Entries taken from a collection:
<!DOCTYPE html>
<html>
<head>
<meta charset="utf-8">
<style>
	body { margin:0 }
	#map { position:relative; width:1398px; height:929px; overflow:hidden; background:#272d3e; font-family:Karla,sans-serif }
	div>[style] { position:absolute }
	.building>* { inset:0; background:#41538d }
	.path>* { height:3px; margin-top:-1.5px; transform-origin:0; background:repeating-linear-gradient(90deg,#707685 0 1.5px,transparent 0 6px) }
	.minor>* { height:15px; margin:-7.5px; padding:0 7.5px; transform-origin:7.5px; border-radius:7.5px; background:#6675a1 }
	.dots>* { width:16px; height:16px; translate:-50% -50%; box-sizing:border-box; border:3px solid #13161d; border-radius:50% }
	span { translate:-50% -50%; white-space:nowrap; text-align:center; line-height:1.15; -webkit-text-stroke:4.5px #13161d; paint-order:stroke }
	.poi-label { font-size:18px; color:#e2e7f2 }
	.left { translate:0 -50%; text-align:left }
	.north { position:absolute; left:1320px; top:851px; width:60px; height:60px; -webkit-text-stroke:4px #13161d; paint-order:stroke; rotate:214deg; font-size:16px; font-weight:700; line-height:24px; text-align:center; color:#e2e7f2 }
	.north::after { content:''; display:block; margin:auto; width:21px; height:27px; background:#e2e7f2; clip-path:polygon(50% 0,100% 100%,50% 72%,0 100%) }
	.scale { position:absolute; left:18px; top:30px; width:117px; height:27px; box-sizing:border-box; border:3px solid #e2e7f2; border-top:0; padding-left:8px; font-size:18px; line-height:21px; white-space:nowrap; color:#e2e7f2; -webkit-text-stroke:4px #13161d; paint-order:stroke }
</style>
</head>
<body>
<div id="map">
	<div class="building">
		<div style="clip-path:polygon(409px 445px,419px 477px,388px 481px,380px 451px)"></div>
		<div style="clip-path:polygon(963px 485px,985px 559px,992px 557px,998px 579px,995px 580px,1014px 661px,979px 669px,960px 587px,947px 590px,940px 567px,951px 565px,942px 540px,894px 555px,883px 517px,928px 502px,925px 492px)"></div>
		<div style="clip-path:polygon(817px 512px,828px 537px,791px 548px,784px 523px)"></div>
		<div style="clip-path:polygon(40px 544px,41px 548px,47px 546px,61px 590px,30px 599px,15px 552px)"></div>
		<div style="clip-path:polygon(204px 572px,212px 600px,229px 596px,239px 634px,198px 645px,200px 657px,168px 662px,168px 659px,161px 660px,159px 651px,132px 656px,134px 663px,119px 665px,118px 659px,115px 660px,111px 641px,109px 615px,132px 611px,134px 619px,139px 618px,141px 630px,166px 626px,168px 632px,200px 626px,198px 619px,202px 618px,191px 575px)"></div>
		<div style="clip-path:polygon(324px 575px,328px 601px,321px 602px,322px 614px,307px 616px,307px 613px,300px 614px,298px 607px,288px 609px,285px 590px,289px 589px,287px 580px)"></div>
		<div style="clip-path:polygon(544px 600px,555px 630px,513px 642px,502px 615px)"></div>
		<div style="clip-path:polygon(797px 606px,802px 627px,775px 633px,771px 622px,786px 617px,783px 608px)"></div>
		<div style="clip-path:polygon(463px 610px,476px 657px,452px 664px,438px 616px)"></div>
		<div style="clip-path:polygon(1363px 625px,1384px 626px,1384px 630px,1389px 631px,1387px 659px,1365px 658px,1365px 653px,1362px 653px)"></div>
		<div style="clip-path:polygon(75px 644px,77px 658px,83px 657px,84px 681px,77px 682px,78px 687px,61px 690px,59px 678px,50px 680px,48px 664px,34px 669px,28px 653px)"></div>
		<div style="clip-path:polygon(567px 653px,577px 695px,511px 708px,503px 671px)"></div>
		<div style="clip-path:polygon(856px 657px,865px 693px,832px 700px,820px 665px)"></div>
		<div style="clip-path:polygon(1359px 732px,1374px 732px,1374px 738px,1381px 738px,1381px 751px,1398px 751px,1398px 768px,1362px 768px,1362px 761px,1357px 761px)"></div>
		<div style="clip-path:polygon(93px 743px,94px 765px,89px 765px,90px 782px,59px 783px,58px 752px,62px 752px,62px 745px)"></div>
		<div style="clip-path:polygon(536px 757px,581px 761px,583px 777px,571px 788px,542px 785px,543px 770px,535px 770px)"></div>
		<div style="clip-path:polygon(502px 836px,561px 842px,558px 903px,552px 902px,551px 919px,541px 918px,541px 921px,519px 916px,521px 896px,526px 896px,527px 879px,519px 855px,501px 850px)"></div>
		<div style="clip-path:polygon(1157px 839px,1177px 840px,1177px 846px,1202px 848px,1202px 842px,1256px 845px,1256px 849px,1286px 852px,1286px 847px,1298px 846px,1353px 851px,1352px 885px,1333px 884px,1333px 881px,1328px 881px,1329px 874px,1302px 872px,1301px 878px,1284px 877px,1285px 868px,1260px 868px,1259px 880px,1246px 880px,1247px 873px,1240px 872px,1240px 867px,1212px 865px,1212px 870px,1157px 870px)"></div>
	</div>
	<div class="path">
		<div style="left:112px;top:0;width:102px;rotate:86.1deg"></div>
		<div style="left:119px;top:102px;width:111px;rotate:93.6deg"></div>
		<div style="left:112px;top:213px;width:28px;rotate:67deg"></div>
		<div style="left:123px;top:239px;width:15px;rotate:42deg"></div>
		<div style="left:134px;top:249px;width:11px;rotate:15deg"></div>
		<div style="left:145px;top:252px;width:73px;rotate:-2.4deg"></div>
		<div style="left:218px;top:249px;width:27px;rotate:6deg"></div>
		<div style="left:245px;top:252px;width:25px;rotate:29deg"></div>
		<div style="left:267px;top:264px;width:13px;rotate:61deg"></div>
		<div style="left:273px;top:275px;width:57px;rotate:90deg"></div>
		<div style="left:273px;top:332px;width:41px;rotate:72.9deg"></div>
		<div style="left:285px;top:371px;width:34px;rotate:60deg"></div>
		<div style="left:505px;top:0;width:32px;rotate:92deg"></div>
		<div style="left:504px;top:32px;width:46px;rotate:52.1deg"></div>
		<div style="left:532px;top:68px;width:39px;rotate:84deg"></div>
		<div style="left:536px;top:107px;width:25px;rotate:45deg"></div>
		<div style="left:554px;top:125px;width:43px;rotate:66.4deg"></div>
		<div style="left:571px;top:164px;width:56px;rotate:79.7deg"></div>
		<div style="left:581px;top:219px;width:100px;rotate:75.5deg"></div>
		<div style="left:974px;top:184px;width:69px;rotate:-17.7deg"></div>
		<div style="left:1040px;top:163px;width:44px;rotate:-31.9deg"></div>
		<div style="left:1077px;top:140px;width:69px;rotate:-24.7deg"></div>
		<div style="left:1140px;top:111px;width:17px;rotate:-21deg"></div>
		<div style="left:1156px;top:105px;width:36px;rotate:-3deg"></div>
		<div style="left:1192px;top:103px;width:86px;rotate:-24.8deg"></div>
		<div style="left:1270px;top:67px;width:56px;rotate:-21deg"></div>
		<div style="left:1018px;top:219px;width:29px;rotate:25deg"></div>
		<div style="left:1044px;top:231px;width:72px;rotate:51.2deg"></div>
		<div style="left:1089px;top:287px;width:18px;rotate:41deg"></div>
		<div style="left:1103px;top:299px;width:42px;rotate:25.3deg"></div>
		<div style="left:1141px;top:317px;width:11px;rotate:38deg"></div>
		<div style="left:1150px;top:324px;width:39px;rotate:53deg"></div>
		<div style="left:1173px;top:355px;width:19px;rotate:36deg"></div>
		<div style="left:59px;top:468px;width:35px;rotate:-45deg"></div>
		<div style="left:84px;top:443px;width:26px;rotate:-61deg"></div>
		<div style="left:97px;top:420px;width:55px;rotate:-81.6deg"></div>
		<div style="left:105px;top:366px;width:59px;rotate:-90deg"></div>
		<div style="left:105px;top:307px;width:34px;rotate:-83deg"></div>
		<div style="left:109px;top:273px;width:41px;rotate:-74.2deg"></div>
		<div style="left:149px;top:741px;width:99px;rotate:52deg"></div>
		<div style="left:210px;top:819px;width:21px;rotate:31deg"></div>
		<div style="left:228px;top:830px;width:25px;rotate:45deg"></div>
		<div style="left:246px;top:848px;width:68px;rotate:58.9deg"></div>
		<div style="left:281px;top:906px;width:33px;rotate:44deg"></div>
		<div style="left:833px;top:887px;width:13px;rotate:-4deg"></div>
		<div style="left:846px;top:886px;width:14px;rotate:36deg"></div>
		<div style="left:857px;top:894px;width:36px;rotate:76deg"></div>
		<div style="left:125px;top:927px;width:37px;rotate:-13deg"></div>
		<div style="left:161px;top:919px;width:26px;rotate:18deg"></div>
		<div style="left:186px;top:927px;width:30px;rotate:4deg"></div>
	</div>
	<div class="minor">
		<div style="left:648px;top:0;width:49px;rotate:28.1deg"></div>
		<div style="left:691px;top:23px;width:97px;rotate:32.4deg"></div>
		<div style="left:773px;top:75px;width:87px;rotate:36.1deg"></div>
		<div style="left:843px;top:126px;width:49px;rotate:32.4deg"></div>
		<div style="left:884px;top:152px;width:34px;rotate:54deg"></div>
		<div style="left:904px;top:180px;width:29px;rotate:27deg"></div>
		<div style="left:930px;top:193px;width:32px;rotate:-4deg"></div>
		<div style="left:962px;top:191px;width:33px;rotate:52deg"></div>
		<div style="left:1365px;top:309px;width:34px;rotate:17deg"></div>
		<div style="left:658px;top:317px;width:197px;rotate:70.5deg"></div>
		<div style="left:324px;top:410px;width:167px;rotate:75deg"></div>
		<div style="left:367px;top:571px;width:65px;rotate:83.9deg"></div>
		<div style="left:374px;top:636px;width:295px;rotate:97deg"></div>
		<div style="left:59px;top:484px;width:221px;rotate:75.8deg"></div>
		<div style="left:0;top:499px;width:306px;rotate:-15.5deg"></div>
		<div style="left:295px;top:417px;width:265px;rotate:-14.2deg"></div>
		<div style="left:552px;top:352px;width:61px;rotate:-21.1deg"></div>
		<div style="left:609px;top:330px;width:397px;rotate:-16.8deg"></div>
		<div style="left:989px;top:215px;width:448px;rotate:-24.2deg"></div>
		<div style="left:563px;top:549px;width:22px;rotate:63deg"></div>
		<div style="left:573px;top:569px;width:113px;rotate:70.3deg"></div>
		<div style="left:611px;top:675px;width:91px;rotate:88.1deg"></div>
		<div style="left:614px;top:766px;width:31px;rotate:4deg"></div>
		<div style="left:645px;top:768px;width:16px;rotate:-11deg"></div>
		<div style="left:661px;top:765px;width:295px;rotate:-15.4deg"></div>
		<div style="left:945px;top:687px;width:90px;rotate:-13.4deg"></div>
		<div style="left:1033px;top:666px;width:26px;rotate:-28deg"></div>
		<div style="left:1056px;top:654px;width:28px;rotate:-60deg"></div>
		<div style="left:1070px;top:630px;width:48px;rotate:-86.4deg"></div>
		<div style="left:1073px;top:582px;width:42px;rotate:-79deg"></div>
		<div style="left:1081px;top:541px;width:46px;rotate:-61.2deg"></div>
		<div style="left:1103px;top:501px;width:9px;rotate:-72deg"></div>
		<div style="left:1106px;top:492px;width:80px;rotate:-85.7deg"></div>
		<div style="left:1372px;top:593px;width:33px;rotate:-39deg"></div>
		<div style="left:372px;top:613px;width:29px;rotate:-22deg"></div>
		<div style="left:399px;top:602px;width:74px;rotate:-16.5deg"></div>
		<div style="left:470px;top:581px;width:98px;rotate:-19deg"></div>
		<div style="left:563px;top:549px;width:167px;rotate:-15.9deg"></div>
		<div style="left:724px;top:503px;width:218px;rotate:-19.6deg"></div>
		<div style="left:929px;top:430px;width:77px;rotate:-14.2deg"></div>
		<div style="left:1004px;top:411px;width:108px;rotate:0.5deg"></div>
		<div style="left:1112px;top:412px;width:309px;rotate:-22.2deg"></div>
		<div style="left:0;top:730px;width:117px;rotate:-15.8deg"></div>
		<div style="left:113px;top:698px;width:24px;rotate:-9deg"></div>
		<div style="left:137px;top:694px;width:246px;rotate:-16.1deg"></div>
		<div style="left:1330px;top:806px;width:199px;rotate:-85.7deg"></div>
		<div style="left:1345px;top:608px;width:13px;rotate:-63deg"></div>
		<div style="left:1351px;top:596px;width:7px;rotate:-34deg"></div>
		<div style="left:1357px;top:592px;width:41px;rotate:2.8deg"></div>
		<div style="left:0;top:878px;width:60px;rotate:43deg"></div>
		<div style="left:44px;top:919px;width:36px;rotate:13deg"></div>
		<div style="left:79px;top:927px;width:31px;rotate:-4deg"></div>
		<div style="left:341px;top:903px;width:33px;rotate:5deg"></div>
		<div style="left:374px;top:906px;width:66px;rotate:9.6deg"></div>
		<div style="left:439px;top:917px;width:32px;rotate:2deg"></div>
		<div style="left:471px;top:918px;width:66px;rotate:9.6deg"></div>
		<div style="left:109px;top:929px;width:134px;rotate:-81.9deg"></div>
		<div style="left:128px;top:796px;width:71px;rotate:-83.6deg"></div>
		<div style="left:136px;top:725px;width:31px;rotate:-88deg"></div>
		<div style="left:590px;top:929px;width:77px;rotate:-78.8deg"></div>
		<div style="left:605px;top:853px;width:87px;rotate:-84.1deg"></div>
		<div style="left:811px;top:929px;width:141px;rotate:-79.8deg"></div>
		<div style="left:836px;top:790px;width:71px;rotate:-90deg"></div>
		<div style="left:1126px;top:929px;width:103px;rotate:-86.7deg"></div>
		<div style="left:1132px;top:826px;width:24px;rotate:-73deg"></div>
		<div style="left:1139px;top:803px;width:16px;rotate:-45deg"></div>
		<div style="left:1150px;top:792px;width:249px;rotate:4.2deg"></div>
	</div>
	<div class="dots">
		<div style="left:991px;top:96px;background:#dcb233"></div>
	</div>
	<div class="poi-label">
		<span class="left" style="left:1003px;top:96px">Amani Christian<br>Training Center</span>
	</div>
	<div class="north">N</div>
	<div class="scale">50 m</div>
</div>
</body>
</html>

WORK INSTRUCTION
Using the records above, list each line that includes "label".

SOLUTION TO THIS TASK
	.poi-label { font-size:18px; color:#e2e7f2 }
	<div class="poi-label">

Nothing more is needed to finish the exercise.